总之,这两首小东西就是这样长出来的。没什么了不起的技巧,就是把脑子里闪过的画面原样记下来,然后删掉所有我不相信的字。删到最后,剩下的就是你们看到的样子。
二
写《废寺》的时候我干了一件很无聊的事——我把初稿和定稿放一起数了数,删掉了整整二十二个字。
初稿是这样的:
佛像空洞的眼眶里住着一窝叽叽喳喳的麻雀
香炉里的灰已经冷了三天三夜没人再来
定稿你们见过了。二十二个字就这么没了。
"空洞的"删掉,因为"眼窝"本身就是空的,我说它空,等于在提醒读者"注意这里有个空",而读者自己看得见。"叽叽喳喳的"删掉,同理,麻雀在眼窝里,你不写它也吵,写了反而把画面锁死了。"香炉里的"删掉,"香灰"自带容器信息。"三天三夜没人再来"删掉,啰嗦,而且"没人再来"是在替读者总结,我不配替读者总结。"像是无声地拜了一拜"整句删掉,这句最该删——它把前面攒起来的全部留白一口气填满了,像个画蛇添足的尾巴。
删完之后我发现,诗其实不是写出来的,是删出来的。每一刀下去,都是在问自己:这个字,拿掉之后画面还在不在?如果在,就拿走。直到拿掉任何一个字画面都会塌,那就停。
《空谷》也是一样。"他喊了一声"原本是"他对着山谷大喊了一声"——"对着山谷"多余,因为标题已经告诉你这是空谷了。"山没答应"原本后面跟着"沉默得像一块石头",删了,理由同上。"反而把自己的回声/吐得更远了",中间我试过加"像是嫌弃似的",后来发现"吐"这个动词本身已经带着那层意思了,再加就是画公仔画出肠。
所以这两首诗的"技法"说穿了就两个字:信任。信任读者的想象力,信任意象自身的重量。我负责把一个足够结实的画面钉在那里,剩下的空间留给空气流动。你要是觉得荒凉,那是你自己感受到的荒凉,不是我塞给你的。

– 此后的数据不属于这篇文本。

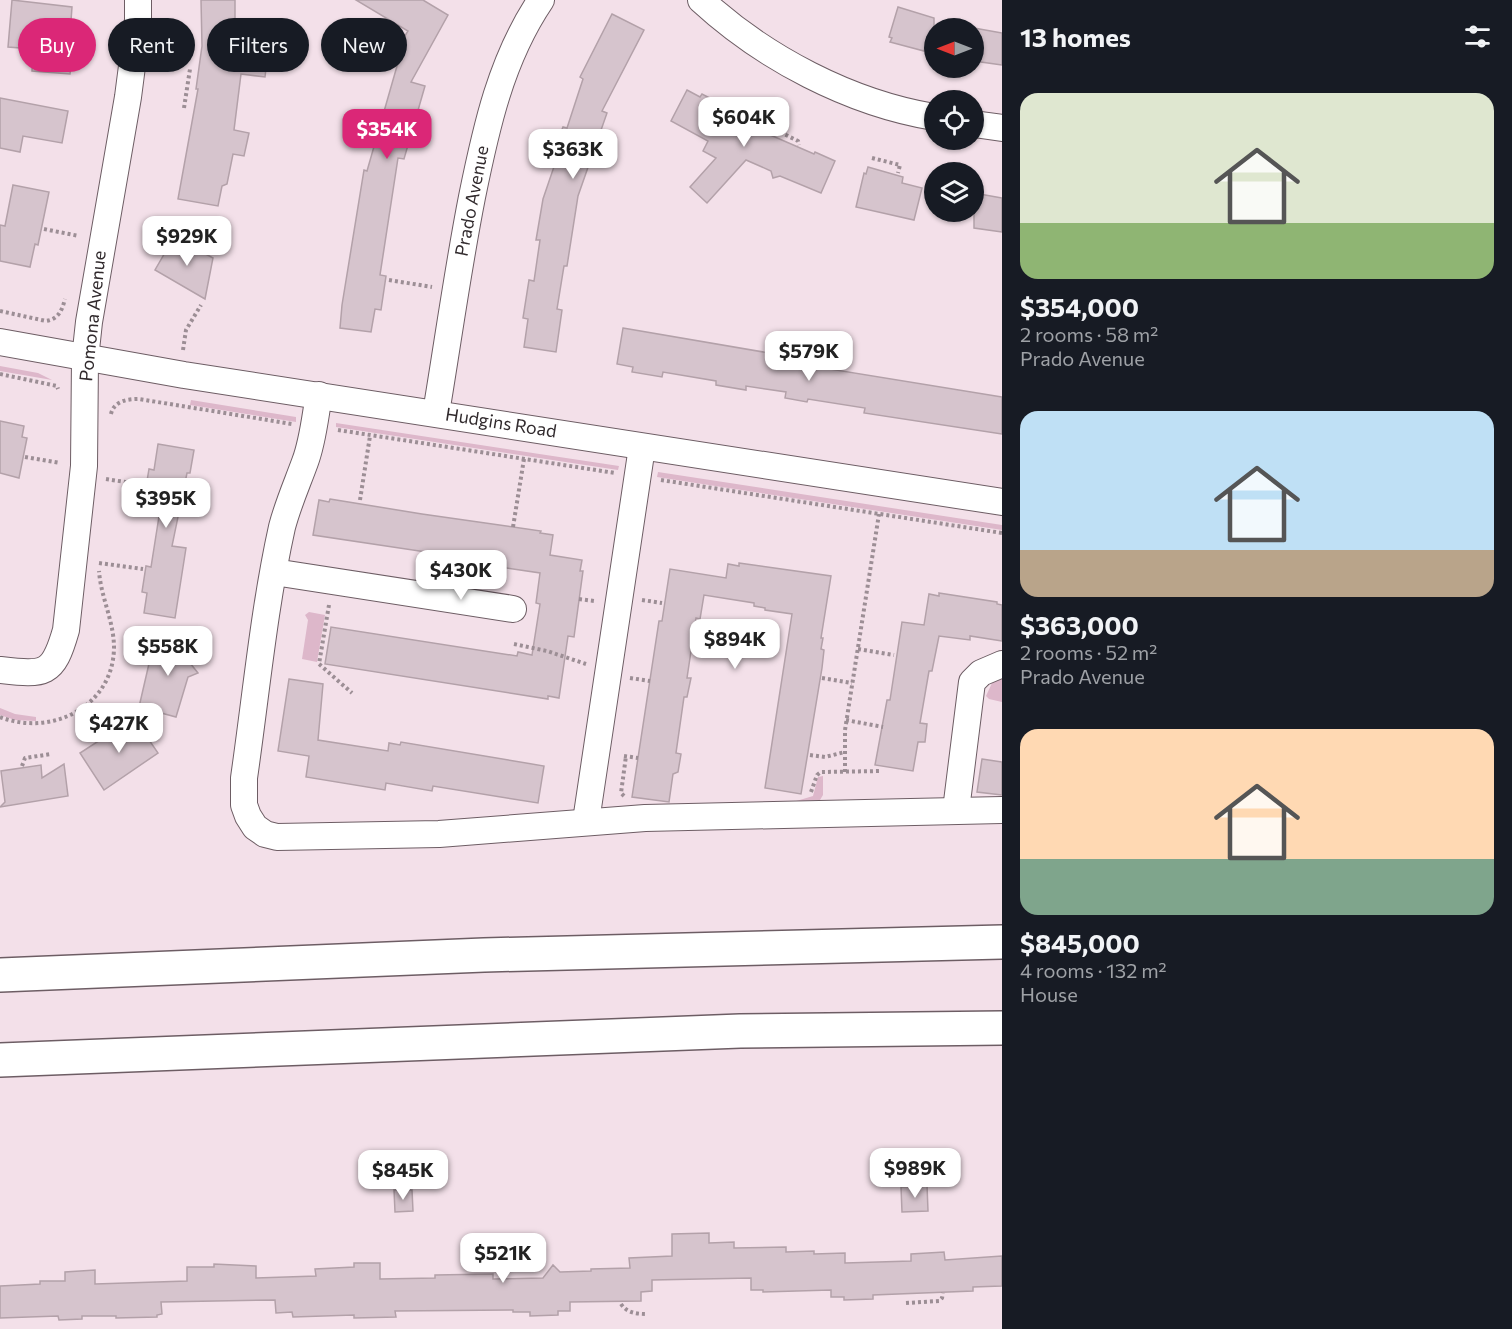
<!DOCTYPE html>
<meta charset="utf-8">
<style>
body{margin:0;font-family:Commissioner,sans-serif;background:#20242c;color:#f1f3f6;height:100vh;display:flex;flex-direction:column;font-size:22px;white-space:nowrap}
*{box-sizing:border-box;margin:0}
p{font-size:20px;color:#9ea1a6}
.icon{flex:none;width:33px;height:33px;fill:none;stroke:currentColor;stroke-width:2;stroke-linecap:round;stroke-linejoin:round}
.map{position:relative;flex:1;overflow:hidden}
.sheet{display:flex;flex-direction:column;background:#171b24;width:510px}
.sheet>*{flex:none}
.banner{position:absolute;left:18px;top:18px;width:570px;height:54px;display:flex;gap:12px}
.needle{width:39px;rotate:270deg}
.controls{position:absolute;left:924px;top:18px;display:grid;gap:12px}
.controls a{display:grid;place-items:center;width:60px;height:60px;border-radius:50%;background:#171b24;box-shadow:0 2px 4px #0004;font-size:30px}
.price{position:absolute;translate:-50% -51px;padding:0 14px;border-radius:12px;background:#fff;color:#222;font-size:20px;line-height:39px;filter:drop-shadow(0 2px 3px #0008)}
.price::after{content:'';position:absolute;left:50%;top:36px;width:18px;height:14px;margin-left:-9px;background:inherit;clip-path:polygon(0 0,100% 0,50% 100%)}
.price.current{background:#db2777;color:#fff}
ul{padding:0;list-style:none}
li{display:grid;align-content:center;gap:12px;height:318px;padding:0 18px}
li span{display:grid;place-items:center;height:186px;border-radius:18px;color:#555}
li>.icon{margin-inline-start:auto}
span .icon{width:108px;height:108px;fill:#fffc;stroke-width:1}
li b{font-size:26px}
h2{display:flex;justify-content:space-between;align-items:center;height:72px;padding:0 18px;font-size:26px}
.pill{padding:0 21px;border-radius:27px;background:#171b24;box-shadow:0 2px 4px #0004;font-size:21px;line-height:54px}
.pill.current{background:#db2777;color:#fff}
main{display:flex;flex:1;min-height:0}
.map>svg:first-child{display:block}
.green{fill:#ddb7ca}
.building{fill:#d6c4cd;stroke:#b3a1a9;stroke-width:1.5}
.lines{fill:none;stroke-linecap:round;stroke-linejoin:round}
.street-casing{stroke:#6d5d64;stroke-width:28}
.highway-casing{stroke:#6d5d64;stroke-width:36}
.path{stroke:#9c8e95;stroke-width:4;stroke-dasharray:3 3;stroke-linecap:butt}
.street{stroke:#fff;stroke-width:26}
.highway{stroke:#fff;stroke-width:33}
.labels{text-anchor:middle;stroke-width:5;stroke-linejoin:round;paint-order:stroke}
.street-label{font-size:18px;fill:#312a2d;stroke:#fff}
</style>
<main>
<div class="map">
<svg width="1002" height="1329" viewBox="0 0 1002 1329">
<rect width="100%" height="100%" fill="#f3e0e9"/>
<g class="green">
<path d="M0,366L38,373L52,380L0,371Z"/>
<path d="M191,400L296,417V422L190,405Z"/>
<path d="M336,423L619,466L618,470L336,427Z"/>
<path d="M658,472L1002,525V530L657,477Z"/>
<path d="M309,612L325,615L317,662L302,659L308,620L305,615Z"/>
<path d="M1002,677V702L989,699L986,696L992,683Z"/>
<path d="M0,708L15,714L36,717V721L15,720L0,715Z"/>
<path d="M823,776V795L820,800L793,802L813,796L818,777Z"/>
</g>
<g class="building">
<path d="M12,0L72,7L71,21H76L70,74L32,71L33,49L8,47Z"/>
<path d="M201,0H235V47L268,51L265,77L241,74L234,130L249,133L244,156L233,154L227,184L222,186L218,206L178,199L198,89H196L202,46Z"/>
<path d="M356,0H423L448,15L411,82L425,86L404,159L398,158L380,275L386,276L381,310L375,309L371,332L340,328L342,305L364,170L367,171L399,59L393,55L408,31Z"/>
<path d="M898,7L934,18V51L925,48L924,51L890,42L892,38L889,37Z"/>
<path d="M612,14L644,30L602,111L607,113L578,196L567,266H564L557,309L562,310L556,352L524,347L528,319L523,318L529,280L534,281L540,240H536L543,199L559,152L554,150L563,127L567,128L583,79L580,77Z"/>
<path d="M974,28L1002,33V65L974,61Z"/>
<path d="M687,90L700,97L702,94L729,108L727,112L746,122L745,124L814,154L815,152L835,161L821,193L780,176L773,178L771,171L746,160L707,203L690,187L716,158L703,151L708,141L671,121Z"/>
<path d="M0,98L68,111L62,143L23,136L20,152L0,148Z"/>
<path d="M868,167L903,177L902,183L922,188L914,220L856,207L864,173L866,174Z"/>
<path d="M13,185L49,192L38,245L35,244L30,267L0,261V225L5,226Z"/>
<path d="M974,193L1002,198V232L974,228Z"/>
<path d="M174,237L213,258L205,299L155,270Z"/>
<path d="M623,328L775,354L774,360L1002,397V434L864,413L865,408L808,399L807,402L785,398L786,392L746,386V390L716,385V381L663,372L662,377L632,372L633,367L617,364Z"/>
<path d="M0,421L24,426L22,437L27,438L19,478L0,473Z"/>
<path d="M158,444L194,450L190,473H187L172,546L186,548L175,618L144,613L147,593L142,592L146,566L151,567L160,510L147,508V506L143,505L149,469L154,470Z"/>
<path d="M330,499L422,514L541,531L540,533L553,535L550,555L582,560L580,571H583L574,637L568,636L559,698L548,696V699L325,664L331,627L517,656L518,652L532,655L540,604L536,603L540,573L499,567L500,563L313,535L319,500L329,502Z"/>
<path d="M739,563L831,576L821,638H823L821,649L824,650L822,668L801,794L765,788L792,614L765,610V608L754,606V603L704,595L700,619L696,618L687,678H691L687,697H684L676,753L681,754L678,772L673,774L669,802L632,797L659,621H662L670,569L726,578L728,564L739,566Z"/>
<path d="M939,593L997,602V604L1002,605V641L970,636V640L939,636L932,671H929L920,723L927,724L925,742H918L913,771L875,765L887,700H890L902,622L924,625L929,594L939,596Z"/>
<path d="M161,636L194,644L190,663L198,673L188,677L176,717L139,707L151,655L156,656Z"/>
<path d="M289,679L323,684L318,740L388,751L389,743L400,745L401,742L544,766L538,803L433,786L432,791L386,783L385,790L306,777L309,756L278,751Z"/>
<path d="M134,718L158,753L104,790L80,753Z"/>
<path d="M982,759L1002,762V795L977,792Z"/>
<path d="M64,764L68,796L0,807L5,802L1,771L41,765L42,778Z"/>
<path d="M927,1185L928,1211L902,1212L901,1187Z"/>
<path d="M394,1190H412L413,1211L395,1212Z"/>
<path d="M709,1233V1243L734,1242V1248L786,1247V1252L814,1251V1254L845,1253V1263L911,1261V1254L944,1252L945,1260L1002,1256V1286L973,1287V1291L873,1295V1299L844,1300V1297H831V1290L763,1292V1290H751V1278L652,1280V1291L641,1292V1301L570,1302V1311H558V1315L530,1316V1312H513V1310L395,1311L396,1317L354,1318V1315L293,1317L292,1312L276,1313L275,1300L161,1302L162,1314L157,1315V1317L116,1318V1316H82V1319L59,1320L58,1316L0,1318V1286L40,1284V1281H65V1272L95,1270V1284L187,1281V1267H214V1264L256,1266V1278L316,1276L315,1269L354,1267V1263H380V1279L435,1278V1275L493,1274V1279L543,1278L553,1265L560,1272L591,1271V1269L630,1268L629,1258L672,1256V1234Z"/>
</g>
<g class="lines">
<g class="street-casing">
<g id="street">
<path d="M701,0C764,58 850,103 934,117"/>
<path d="M974,124L1002,128"/>
<path d="M0,342L184,375L1002,502"/>
<path d="M319,395C315,417 313,441 305,462C297,484 288,504 282,527C264,608 256,695 244,778V805L248,816L255,827L265,834L277,837L439,834L645,818L1002,810"/>
<path d="M436,413C448,341 458,268 472,197C486,128 501,59 541,0"/>
<path d="M274,572L513,609"/>
<path d="M0,670C45,675 53,676 66,630L84,466L85,359L89,322L128,97L138,20V0"/>
<path d="M956,810L972,682L981,673L1002,664"/>
<path d="M586,821L642,447"/>
</g>
</g>
<g class="highway-casing">
<g id="highway">
<path d="M0,975L484,955L1002,942"/>
<path d="M0,1060L740,1031L1002,1028"/>
</g>
</g>
<g class="path">
<path d="M184,108L190,69"/>
<path d="M780,132L798,141L799,145"/>
<path d="M872,158L900,165L898,173"/>
<path d="M44,229L79,236"/>
<path d="M389,280L432,287"/>
<path d="M0,311L46,321C59,319 62,310 65,299"/>
<path d="M183,350L186,330L201,305"/>
<path d="M0,374L57,386L58,389"/>
<path d="M111,414C114,401 127,399 139,399L292,424"/>
<path d="M338,430L615,473"/>
<path d="M25,457L60,463"/>
<path d="M106,479L144,485"/>
<path d="M661,480L1002,533"/>
<path d="M360,500L370,436"/>
<path d="M513,527L524,459"/>
<path d="M99,563L143,569"/>
<path d="M579,599L594,601"/>
<path d="M642,600L662,603"/>
<path d="M329,605L319,664L352,693"/>
<path d="M514,644L547,651L586,664"/>
<path d="M858,649L894,655"/>
<path d="M630,678L650,681"/>
<path d="M822,678L852,683"/>
<path d="M0,717C51,737 113,707 114,648C114,621 101,598 99,571"/>
<path d="M846,720L883,727"/>
<path d="M810,755L825,757L845,752"/>
<path d="M624,756L638,758"/>
<path d="M22,766L25,758L51,754"/>
<path d="M845,772V730L879,514"/>
<path d="M811,792L817,775L821,772L881,771"/>
<path d="M624,796L621,793L626,756"/>
<path d="M906,1303L939,1301L942,1298L943,1293"/>
<path d="M621,1304C627,1313 637,1314 647,1314"/>
</g>
<use href="#street" class="street"/>
<use href="#highway" class="highway"/>
</g>
<g class="labels">
<g class="street-label">
<text transform="translate(472 201) rotate(-79)" y="6">Prado Avenue</text>
<text transform="translate(93 316) rotate(-84)" y="6">Pomona Avenue</text>
<text transform="translate(501 423) rotate(9)" y="6">Hudgins Road</text>
</g>
</g>
</svg>
<div class="controls">
<a><svg class="needle" viewBox="-14 -14 28 28"><path d="M0-13l5 13h-10z" fill="#e53935"/><path d="M0 13l5-13h-10z" fill="#9ea1a6"/></svg></a>
<a><svg class="icon" aria-label="locate" viewBox="0 0 24 24"><circle cx="12" cy="12" r="6"/><path d="M12 2v4M12 18v4M2 12h4M18 12h4"/></svg></a>
<a><svg class="icon" aria-label="layers" viewBox="0 0 24 24"><path d="M12 4l9 5-9 5-9-5zM3 14l9 5 9-5"/></svg></a>
</div>
<b class="price" style="left:744px;top:148px">$604K</b>
<b class="price current" style="left:387px;top:160px">$354K</b>
<b class="price" style="left:573px;top:180px">$363K</b>
<b class="price" style="left:187px;top:267px">$929K</b>
<b class="price" style="left:809px;top:382px">$579K</b>
<b class="price" style="left:166px;top:529px">$395K</b>
<b class="price" style="left:461px;top:601px">$430K</b>
<b class="price" style="left:735px;top:670px">$894K</b>
<b class="price" style="left:168px;top:677px">$558K</b>
<b class="price" style="left:119px;top:754px">$427K</b>
<b class="price" style="left:915px;top:1199px">$989K</b>
<b class="price" style="left:403px;top:1201px">$845K</b>
<b class="price" style="left:503px;top:1284px">$521K</b>
<div class="banner">
<a class="pill current">Buy</a>
<a class="pill">Rent</a>
<a class="pill">Filters</a>
<a class="pill">New</a>
</div>
</div>
<section class="sheet">
<h2>13 homes<svg class="icon" aria-label="filters" viewBox="0 0 24 24"><path d="M4 7h16M4 17h16"/><circle cx="9" cy="7" r="2"/><circle cx="15" cy="17" r="2"/></svg></h2>
<ul>
<li><span style="background:linear-gradient(#dfe7d0 70%,#8fb573 0)"><svg class="icon" aria-label="home" viewBox="0 0 24 24"><path d="M3 11l9-7 9 7M6 9v11h12V9"/></svg></span><div><b>$354,000</b><p>2 rooms · 58 m²</p><p>Prado Avenue</p></div></li>
<li><span style="background:linear-gradient(#bfe0f5 75%,#b9a48a 0)"><svg class="icon" aria-label="home" viewBox="0 0 24 24"><path d="M3 11l9-7 9 7M6 9v11h12V9"/></svg></span><div><b>$363,000</b><p>2 rooms · 52 m²</p><p>Prado Avenue</p></div></li>
<li><span style="background:linear-gradient(#ffd9b3 70%,#7fa58c 0)"><svg class="icon" aria-label="home" viewBox="0 0 24 24"><path d="M3 11l9-7 9 7M6 9v11h12V9"/></svg></span><div><b>$845,000</b><p>4 rooms · 132 m²</p><p>House</p></div></li>
</ul>
</section>
</main>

当然这有个前提——你得选对那个"钉子"。如果第一句就软塌塌的,后面删多少都没用。《废寺》能成立,全靠"佛像的眼窝里住着一窝麻雀"这句够硬。它同时干了三件事:交代地点(废寺)、交代状态(废弃到麻雀都敢住进佛像里了)、制造反差(神圣容器变成了鸟窝)。一句顶三句,这就是好钉子。
找钉子比删字难多了。我写废寺题材前后废了五六稿,都是钉子没找对,后面怎么修都撑不起来。最后这窝麻雀飞进来的时候,我知道稳了。
三
那天下午其实没去寺庙。也没去山谷。
就是坐在桌前发呆,窗户外头有风,把楼下晒的床单吹得哗啦响。我盯着那个声音听了一会儿,脑子里忽然冒出"风来上香"四个字。不知道为什么,就是这四个字先到的,像有人在我耳边说了半句话,剩下半句得我自己去找。
找到了《废寺》。
写的时候窗外还是那阵风。我觉得挺有意思的——现实里风在吹床单,诗里风在给佛像上香。同一个风,两个去处。好像也没什么寓意,就是那一刻现实和诗句叠在了一起,分不清谁借了谁的壳。
《空谷》更虚。不是我喊了,也不是谁喊了,是"喊"这个动作本身让我感兴趣。你发出一个声音,期待一个回应,结果回来的还是你自己的声音,只不过被推得更远了,远到你甚至不确定是不是同一个。这事儿细想有点荒诞,但当时写出来却觉得很平静,一点也不荒诞,就像在说一件再正常不过的事。
所以这两首其实是同一个下午的产物。一个下午,一阵风,一个没来由的句子,然后就长成了这样。我没有构思,没有立意,没有"我要写一首关于荒凉的诗"这种念头。它们自己来的,我只是没拦着。
写完之后搁了一天,第二天再看,觉得还行,就没再动。有些诗值得反复打磨,有些诗磨多了反而碎了。这两首属于后者,像刚摘下来的果子,放两天还能吃,削皮就烂了。
现在你们读到的是原样。麻雀还在那儿住着,回声也还在远处飘着。我没打算请它们搬家。